Santa Elena'nın teneke evleri |
Santa Elena'daki basit teneke evler |
Bu bölge altın ve elmas madenlerinin merkezi, aynı
zamanda akaryakıt ticareti de yapılıyor. Yerel halk ise bu göz dolduran ticaret
alanları içinde, insani koşullardan uzak, çok küçük teneke evlerde, yoksulluk
içinde yaşıyor. Bu şartlarda Nonn, yalnızca bölgede bulunan yerel malzemelerden
inşa edilecek, çevreye ve insana çok dahauyumlu, sürdürülebilir bir konut modeli
geliştiriyor: Eco-cabana’lar.
Nonn, Eco-cabanaları tasarlarken, bölgede yaşayan
yerlilerin sütunlar üzerine diktiği evlerden esinlenmiş. Başlangıçta, her biri
8 inç çapında beton kolonlar, temel görevi görecek şekilde toprağa
yerleştiriliyor. Ahşap yerine beton sütun tercih etmesinin sebebi, termitler
için caydırıcı olması.. Sütunların üzerine kurulan evler ise basit ahşap bir
konstrüksiyona sahip. Malzeme için yerel kaynaklar kullanılıyor.
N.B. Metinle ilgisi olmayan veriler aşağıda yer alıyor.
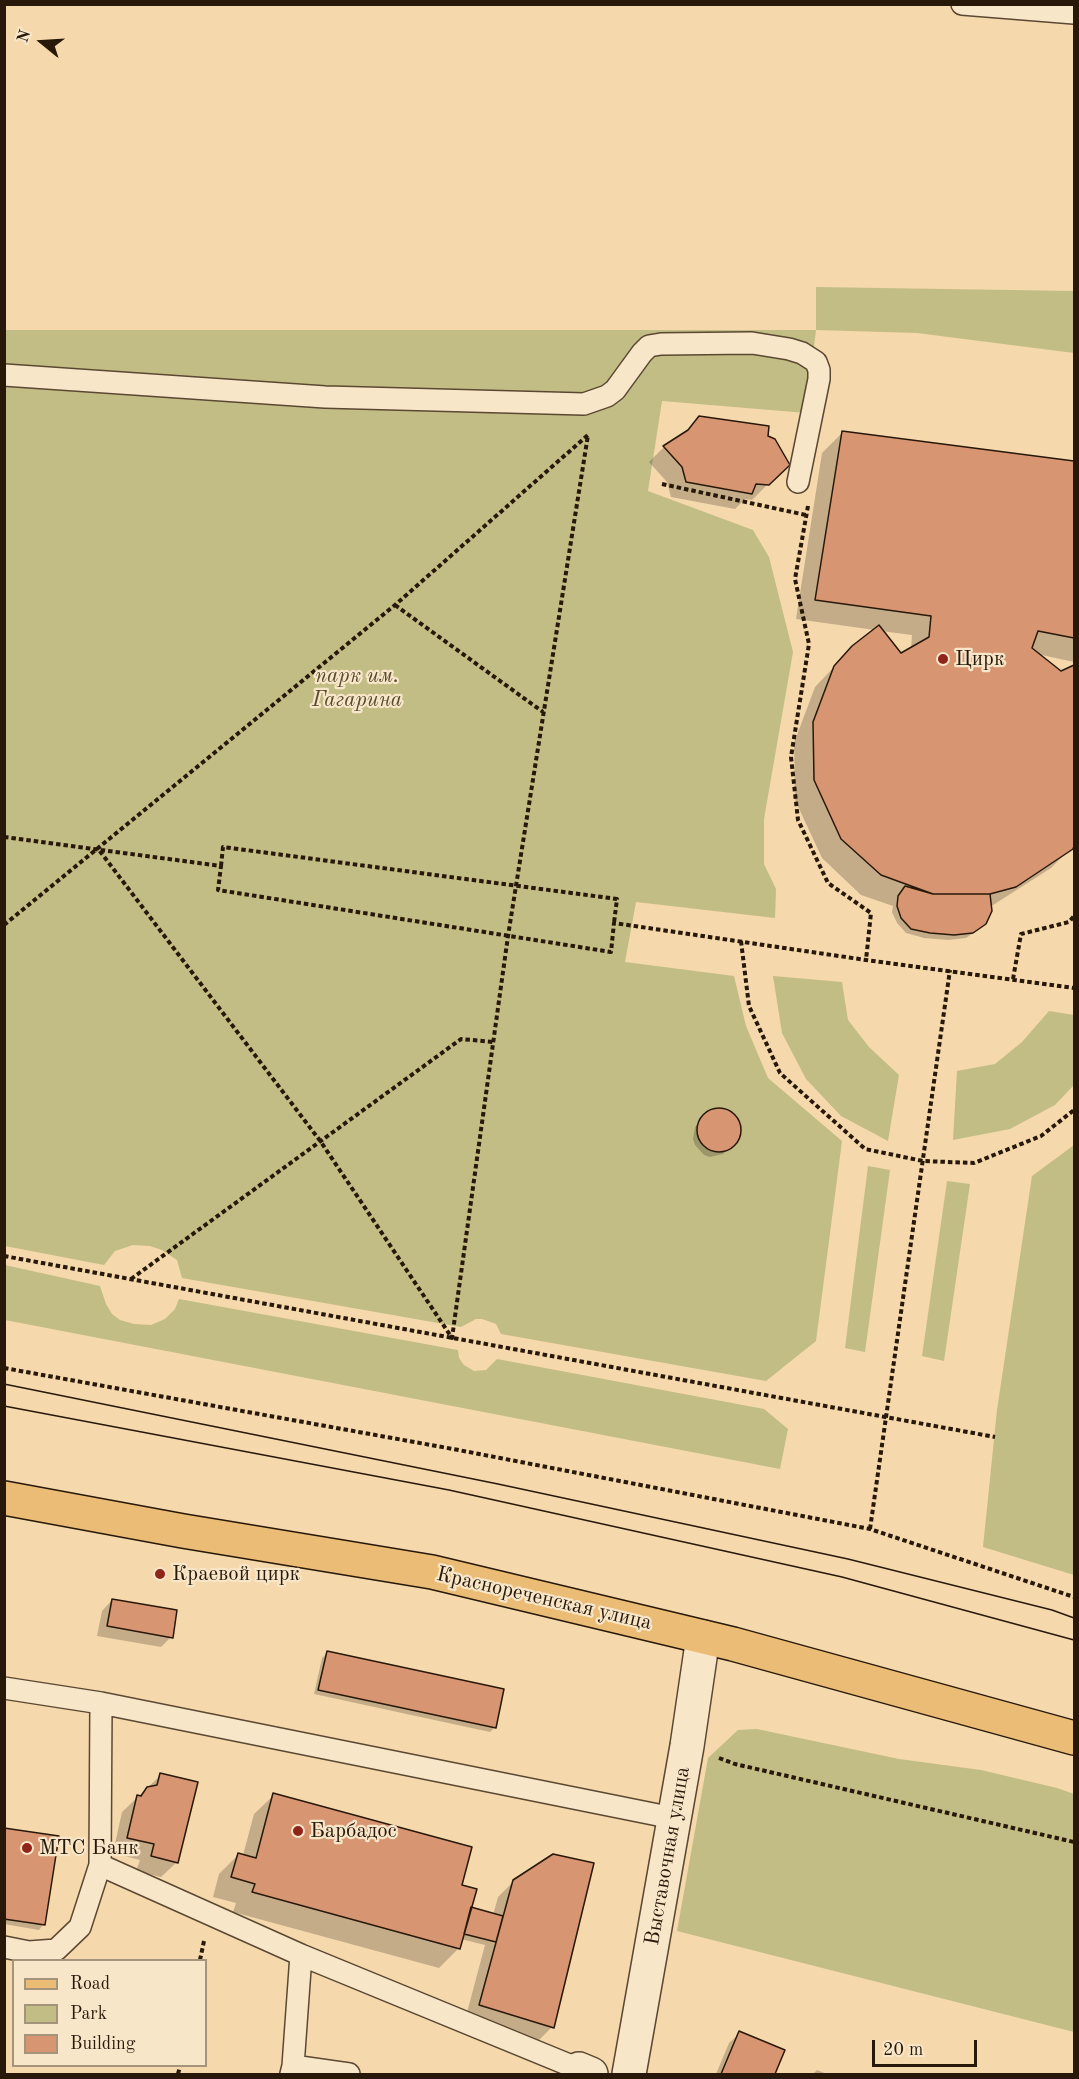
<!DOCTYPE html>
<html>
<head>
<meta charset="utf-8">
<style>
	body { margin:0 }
	#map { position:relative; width:1079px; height:2079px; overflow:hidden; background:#f5d8ac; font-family:"Old Standard TT",serif }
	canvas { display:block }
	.frame { position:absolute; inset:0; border:6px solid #281809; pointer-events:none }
	.legend { position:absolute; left:12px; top:1959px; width:195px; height:108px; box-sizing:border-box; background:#f8e6c9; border:2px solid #a5947c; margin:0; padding:8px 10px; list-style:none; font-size:18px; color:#281809 }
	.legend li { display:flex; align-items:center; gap:12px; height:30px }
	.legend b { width:30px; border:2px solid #a5947c }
	.north { position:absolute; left:12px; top:12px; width:60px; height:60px; -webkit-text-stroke:4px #f8e6c9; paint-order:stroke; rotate:288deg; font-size:16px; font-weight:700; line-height:24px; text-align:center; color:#281809 }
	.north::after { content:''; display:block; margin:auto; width:21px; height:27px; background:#281809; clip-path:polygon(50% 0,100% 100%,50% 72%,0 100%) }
	.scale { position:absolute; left:872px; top:2040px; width:105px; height:27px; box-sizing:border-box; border:3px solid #281809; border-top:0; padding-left:8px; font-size:18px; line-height:21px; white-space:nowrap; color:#281809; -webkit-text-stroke:4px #f8e6c9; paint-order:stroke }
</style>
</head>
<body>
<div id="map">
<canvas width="1079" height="2079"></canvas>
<div class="frame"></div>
<ul class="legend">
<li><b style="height:8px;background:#eabc76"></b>Road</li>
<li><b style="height:16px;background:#c2bd85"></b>Park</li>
<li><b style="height:16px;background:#d79571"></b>Building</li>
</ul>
<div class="north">N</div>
<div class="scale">20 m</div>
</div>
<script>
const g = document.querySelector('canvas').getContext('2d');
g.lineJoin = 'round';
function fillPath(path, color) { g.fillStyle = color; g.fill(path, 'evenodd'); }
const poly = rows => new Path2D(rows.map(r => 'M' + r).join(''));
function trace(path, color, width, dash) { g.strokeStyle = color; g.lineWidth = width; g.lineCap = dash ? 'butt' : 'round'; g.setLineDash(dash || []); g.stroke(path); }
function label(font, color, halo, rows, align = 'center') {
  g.font = font + ' "Old Standard TT",serif'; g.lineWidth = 4.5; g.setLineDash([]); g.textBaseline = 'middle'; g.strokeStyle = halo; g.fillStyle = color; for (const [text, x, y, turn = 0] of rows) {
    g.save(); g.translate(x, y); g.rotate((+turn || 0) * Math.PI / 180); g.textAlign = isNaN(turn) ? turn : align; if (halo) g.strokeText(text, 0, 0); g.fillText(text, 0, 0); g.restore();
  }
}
const green = poly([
	[816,287,1074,291,1074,353,917,333,816,330,806,413,662,401,648,491,753,530,769,557,793,652,764,819,764,864,776,889,775,918,636,902,625,962,734,976,746,1026,768,1078,842,1141,816,1341,766,1381,501,1334,496,1324,482,1319,476,1319,461,1327,182,1278,177,1260,162,1250,150,1246,133,1245,115,1251,104,1265,5,1246,4,330,816,330],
	[773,976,842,982,848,1020,869,1047,899,1075,888,1141,841,1116,806,1079,782,1033],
	[1049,1011,1074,1015,1074,1085,1055,1105,1010,1129,953,1140,957,1071,995,1064,1022,1042],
	[1074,1145,1074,1575,983,1547,997,1410,1032,1176],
	[868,1166,890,1170,865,1352,845,1348],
	[947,1181,970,1184,944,1361,922,1356],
	[5,1265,100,1286,106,1304,112,1314,120,1320,134,1324,151,1325,165,1319,175,1309,179,1299,458,1350,459,1358,464,1365,474,1371,486,1370,497,1359,764,1409,788,1429,780,1469,5,1320],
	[757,1729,899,1759,981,1770,1057,1788,1074,1794,1074,2032,677,1931,708,1758,738,1730]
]);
const shadow = poly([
	[699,418,766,437,788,464,752,500,745,499,735,509,671,497,667,482,649,462,664,447,682,436],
	[842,433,1074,463,1074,662,1037,654,1061,673,1074,666,1074,842,1071,848,1051,868,990,907,979,929,966,938,948,940,924,938,906,933,897,923,892,912,893,906,861,895,822,858,795,800,794,743,815,687,853,647,875,630,796,619,822,453],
	[881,631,912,635,911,649,900,655],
	[717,1110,731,1113,739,1124,738,1138,723,1154,710,1157,704,1155,695,1145,693,1139,695,1127,710,1112],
	[112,1600,171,1637,161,1647,97,1636,102,1611],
	[327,1653,495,1727,490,1732,314,1694,322,1658],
	[161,1775,177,1862,161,1877,136,1871,140,1860,113,1853,122,1812],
	[274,1795,460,1886,470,1908,493,1915,498,1897,514,1881,552,2027,537,2042,465,2020,485,1945,461,1939,459,1948,439,1968,233,1912,236,1903,213,1897,219,1874,239,1854,243,1855,254,1814],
	[4,1829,43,1925,39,1930,4,1924],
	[740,2033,783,2051,773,2074,716,2074,729,2043],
	[817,2070,827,2074,813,2074]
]);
const building = poly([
	[699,416,769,426,768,436,775,439,790,465,769,485,756,484,752,494,686,482,682,467,663,446,688,430,699,416],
	[842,431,1074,461,1074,638,1038,631,1032,648,1061,671,1074,665,1074,846,1073,849,1016,887,990,894,933,894,881,875,841,839,814,780,813,722,834,666,852,646,879,625,901,653,929,637,931,616,815,600,842,431],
	[905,886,933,894,990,894,992,911,986,924,973,933,954,935,930,933,911,929,901,918,897,906,898,896,905,886],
	'697 1130a22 22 0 1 1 44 0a22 22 0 1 1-44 0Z',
	[112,1599,177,1610,173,1638,107,1626,112,1599],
	[327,1651,504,1689,496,1728,318,1690,327,1651],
	[160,1773,198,1782,178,1863,151,1856,154,1844,127,1838,137,1795,141,1796,147,1787,157,1785,160,1773],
	[273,1793,472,1847,462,1885,477,1889,460,1949,252,1892,255,1884,231,1877,238,1853,256,1858,273,1793],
	[4,1828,59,1836,45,1925,4,1919,4,1828],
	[553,1854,594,1863,554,2028,479,2005,513,1880,553,1854],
	[471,1907,503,1916,496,1942,464,1934,471,1907],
	[739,2031,785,2050,775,2074,721,2074,739,2031]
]);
const path = poly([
	[662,484,806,515],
	[808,506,795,579,809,644,791,757,798,820,828,883,871,913,866,960],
	[395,605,543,712],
	[4,837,221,866,218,890,611,952,614,923,866,960,1074,988],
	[221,866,223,847,617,899,614,923],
	[4,925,395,605,588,435,508,936,452,1338,321,1142,99,850],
	[741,941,749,1006,780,1073,865,1149,923,1161,974,1163,1041,1136,1074,1110],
	[1013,979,1021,934,1069,922,1074,916],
	[4,1256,995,1437],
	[131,1279,461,1039,493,1042],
	[4,1368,453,1449,870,1529,1074,1597],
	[870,1529,950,970],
	[719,1758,735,1764,1074,1842],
	[200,1960,204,1941],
	[178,2074,180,2066]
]);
const lane = poly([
	[962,4,1074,13],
	[4,375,325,397,584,404,607,396,615,390,642,353,649,346,661,344,752,343,789,349,802,353,816,362,819,370,819,379,798,482],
	[4,1688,101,1703,100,1865,301,1955,579,2069],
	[101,1703,663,1816],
	[4,1947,29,1952,56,1950,80,1927,100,1865],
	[293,2066,301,1955],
	[291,2074,293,2066,349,2074]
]);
const street = poly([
	[579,2069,591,2074],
	[629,2074,687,1746,703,1637]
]);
const primary = poly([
	[4,1498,183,1531,432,1572,733,1644,1074,1738]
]);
const tram = poly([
	[4,1384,498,1484,848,1559,1052,1610,1074,1618],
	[4,1406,449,1490,842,1577,1074,1640]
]);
const markers = [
	[943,659,6,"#8f2418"],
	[160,1574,6,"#8f2418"],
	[298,1831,6,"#8f2418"],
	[27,1848,6,"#8f2418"]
];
const poiNames = [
	["Цирк",955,659],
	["Краевой цирк",172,1574],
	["Барбадос",310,1831],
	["МТС Банк",39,1848]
];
const parkNames = [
	["парк им.",357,676],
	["Гагарина",357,700]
];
const streetNames = [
	["Краснореченская улица",544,1599,13],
	["Выставочная улица",668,1856,-80]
];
fillPath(green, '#c2bd85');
fillPath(shadow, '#0003');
fillPath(building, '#d79571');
trace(building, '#281809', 1.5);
trace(lane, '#5b4832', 24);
trace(street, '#5b4832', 36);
trace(primary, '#281809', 36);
trace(path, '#281809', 4, [4.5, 3]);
trace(lane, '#f8e6c9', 21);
trace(street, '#f8e6c9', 33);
trace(primary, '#eabc76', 33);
trace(tram, '#281809', 1.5);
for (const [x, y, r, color] of markers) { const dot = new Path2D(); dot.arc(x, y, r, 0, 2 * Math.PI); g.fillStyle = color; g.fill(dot); trace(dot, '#f8e6c9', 2); }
label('21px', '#281809', '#f8e6c9', poiNames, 'left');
label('italic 21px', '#564a2e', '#f8e6c9', parkNames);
label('21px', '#281809', '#f8e6c9', streetNames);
</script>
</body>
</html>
sütunlar üzerine oturan temel |
Bölgeye cam getirmek biraz zor bir iş olduğundan, içeriye
ışık girmesi için Nonn, alternatif ama çok da keyifli bir yol bulmuş; daha onceblogda sözünü ettiğim earthship’lerdeki gibi şişe duvarlar.. Nonn ve Martin,
yol kenarlarını tarayarak, saga sola atılmış bira, likor şişelerini toplayıp
şişe duvarlar yapmış. Böylece hem ışık sağlamışlar hem de rengarenk duvarlar
elde edebilmişler. duvardaki şişelerin diğer bir özelliği de evi, çevrede sık yaşanan rüzgarların,
şişelerin dışarıda kalan ağızlarından kaynaklanan tatlı bir sesle doldurması.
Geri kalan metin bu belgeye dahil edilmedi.